**Material for this exercise**

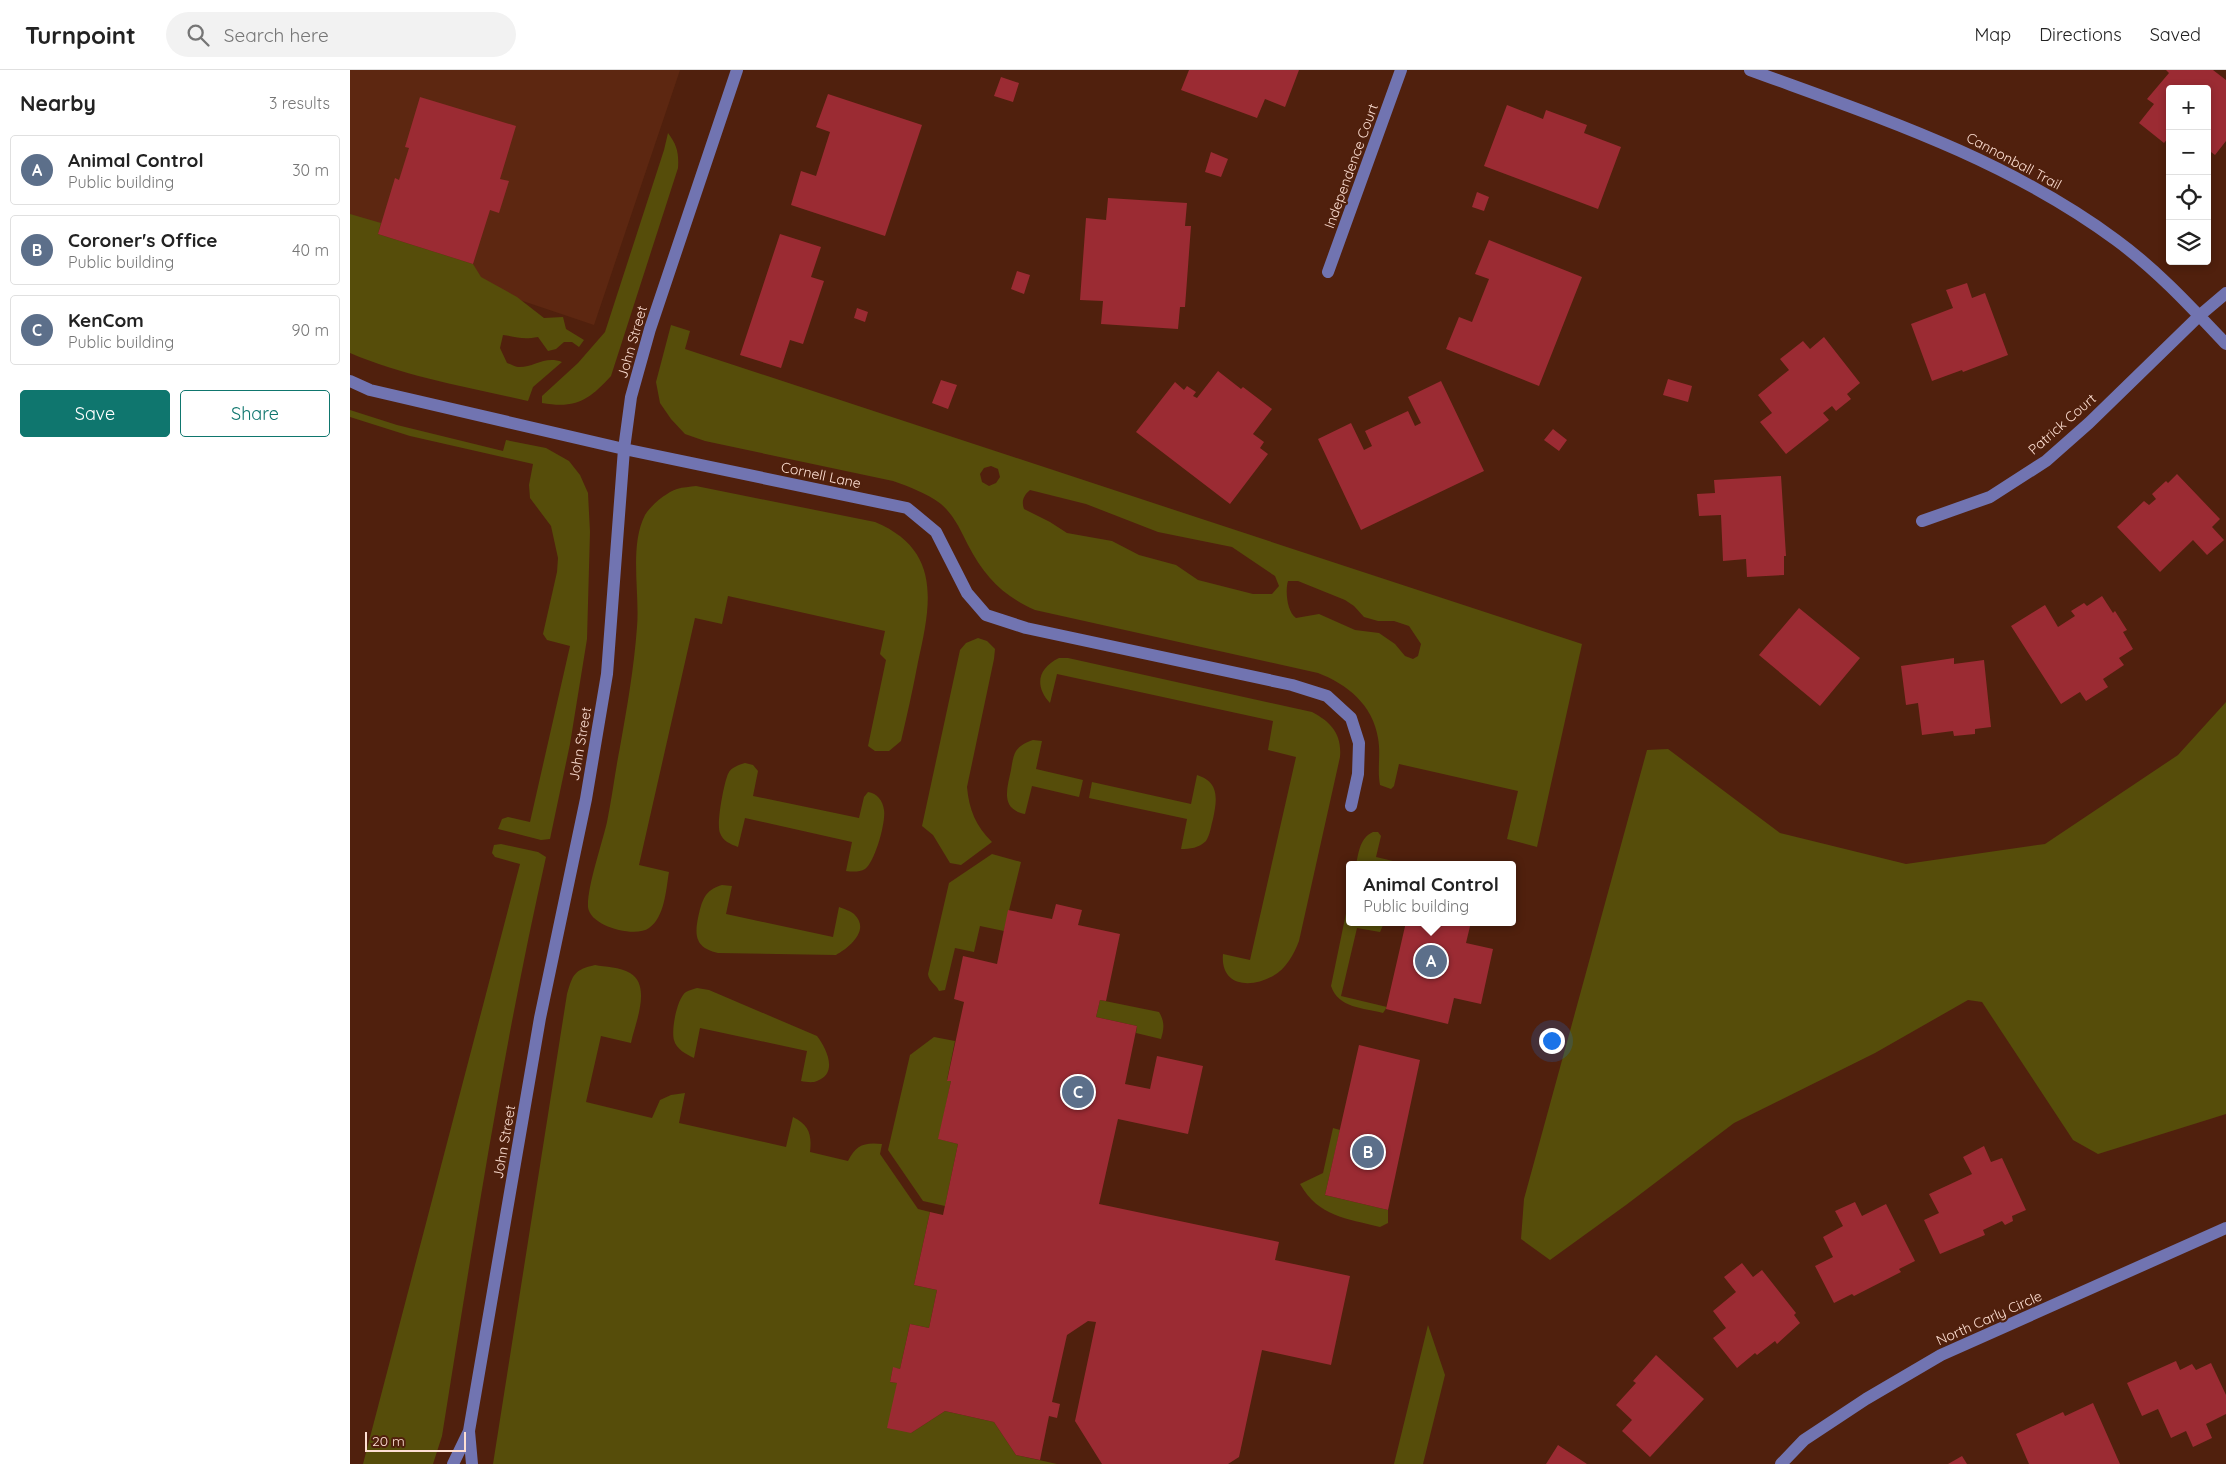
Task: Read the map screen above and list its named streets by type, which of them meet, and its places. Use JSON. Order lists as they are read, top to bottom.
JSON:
{
  "streets": {
    "street": [
      "Cannonball Trail",
      "Independence Court",
      "John Street",
      "Patrick Court",
      "Cornell Lane",
      "North Carly Circle"
    ]
  },
  "crossings": [
    ["Cannonball Trail", "Patrick Court"],
    ["John Street", "Cornell Lane"]
  ],
  "scale_bar": "20 m",
  "page": {
    "header": "Turnpoint",
    "search": "Search here",
    "nav": ["Map", "Directions", "Saved"],
    "heading": ["Nearby", "3 results"],
    "map_buttons": ["+", "−"],
    "list": [
      {
        "mark": "A",
        "name": "Animal Control",
        "note": "Public building",
        "value": "30 m"
      },
      {
        "mark": "B",
        "name": "Coroner's Office",
        "note": "Public building",
        "value": "40 m"
      },
      {
        "mark": "C",
        "name": "KenCom",
        "note": "Public building",
        "value": "90 m"
      }
    ],
    "buttons": ["Save", "Share"],
    "popup": ["Animal Control", "Public building"],
    "pins": ["A", "C", "B"],
    "scale": "20 m"
  }
}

**Directions**
Please retype all of the material exactly, skipping whatever images it holds.

**Exercise response**
Task: Read the map screen above and list its named streets by type, which of them meet, and its places. Use JSON. Order lists as they are read, top to bottom.
JSON:
{
  "streets": {
    "street": [
      "Cannonball Trail",
      "Independence Court",
      "John Street",
      "Patrick Court",
      "Cornell Lane",
      "North Carly Circle"
    ]
  },
  "crossings": [
    ["Cannonball Trail", "Patrick Court"],
    ["John Street", "Cornell Lane"]
  ],
  "scale_bar": "20 m",
  "page": {
    "header": "Turnpoint",
    "search": "Search here",
    "nav": ["Map", "Directions", "Saved"],
    "heading": ["Nearby", "3 results"],
    "map_buttons": ["+", "−"],
    "list": [
      {
        "mark": "A",
        "name": "Animal Control",
        "note": "Public building",
        "value": "30 m"
      },
      {
        "mark": "B",
        "name": "Coroner's Office",
        "note": "Public building",
        "value": "40 m"
      },
      {
        "mark": "C",
        "name": "KenCom",
        "note": "Public building",
        "value": "90 m"
      }
    ],
    "buttons": ["Save", "Share"],
    "popup": ["Animal Control", "Public building"],
    "pins": ["A", "C", "B"],
    "scale": "20 m"
  }
}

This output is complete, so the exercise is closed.